說曹操,曹操到。
人生就是這麼奇妙。
馮錦戴立馬收起笑臉,腦袋一縮,如同老鼠見到貓,不過小眼睛裡多了幾分戲謔之色看向李道衝。
小夥子,有句話說的對啊,莫裝逼,裝逼遭雷劈,沒想到這麼快就要應驗。
陸婕沒想到自己也能有幸見到陸興源,頓時挺了挺飽滿胸脯,站得筆直,想在陸家家主面前留下一個好印象。

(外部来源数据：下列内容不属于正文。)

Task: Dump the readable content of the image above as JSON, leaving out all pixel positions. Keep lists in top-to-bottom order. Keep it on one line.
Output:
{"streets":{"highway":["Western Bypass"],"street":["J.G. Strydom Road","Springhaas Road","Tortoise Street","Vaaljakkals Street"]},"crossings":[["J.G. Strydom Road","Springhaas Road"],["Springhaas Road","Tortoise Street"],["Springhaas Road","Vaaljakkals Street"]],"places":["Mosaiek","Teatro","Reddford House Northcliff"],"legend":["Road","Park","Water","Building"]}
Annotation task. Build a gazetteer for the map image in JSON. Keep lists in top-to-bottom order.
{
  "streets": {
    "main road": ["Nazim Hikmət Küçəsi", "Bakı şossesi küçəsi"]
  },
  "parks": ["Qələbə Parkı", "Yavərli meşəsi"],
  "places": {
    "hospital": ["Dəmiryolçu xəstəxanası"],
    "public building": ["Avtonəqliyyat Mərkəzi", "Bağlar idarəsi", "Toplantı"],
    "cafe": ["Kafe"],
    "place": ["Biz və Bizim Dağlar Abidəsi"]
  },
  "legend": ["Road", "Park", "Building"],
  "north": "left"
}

同時陸婕也看向李道衝,小子,這下看你還怎麼裝下去,你不是要見陸主的嗎,現在來了,一會看你怎麼收場。
就等着陸主慢慢收拾你吧,套路多了,自己被套住了吧。
楊星宇臉上也是微微一怔,他也沒見過陸興源,陸家可是赤陽星四大家族之外的第五大家族。
陸興源那可是跺一跺腳,赤陽星都要震三震的大人物,楊家跟陸家比起來,比乞丐也好不到哪裡去。
馮錦戴迅速調整情緒,屁顛屁顛走過李道衝身邊,迎上陸興源畢恭畢敬的行上一禮道,“陸主,這小子說要見您,還說與您預約在先,因爲您囑咐過,近日不見客,屬下便勸他離開,誰知道這小子口出狂言,說若是屬下不帶他見您,您就會打斷屬下的腿。”
馮錦戴原原本本將經過與陸興源說了一遍。
陸興源聽了之後眼色微動,他走過來時便覺得此時站在自己對面不過四五米遠的這個年輕人背影有些熟悉。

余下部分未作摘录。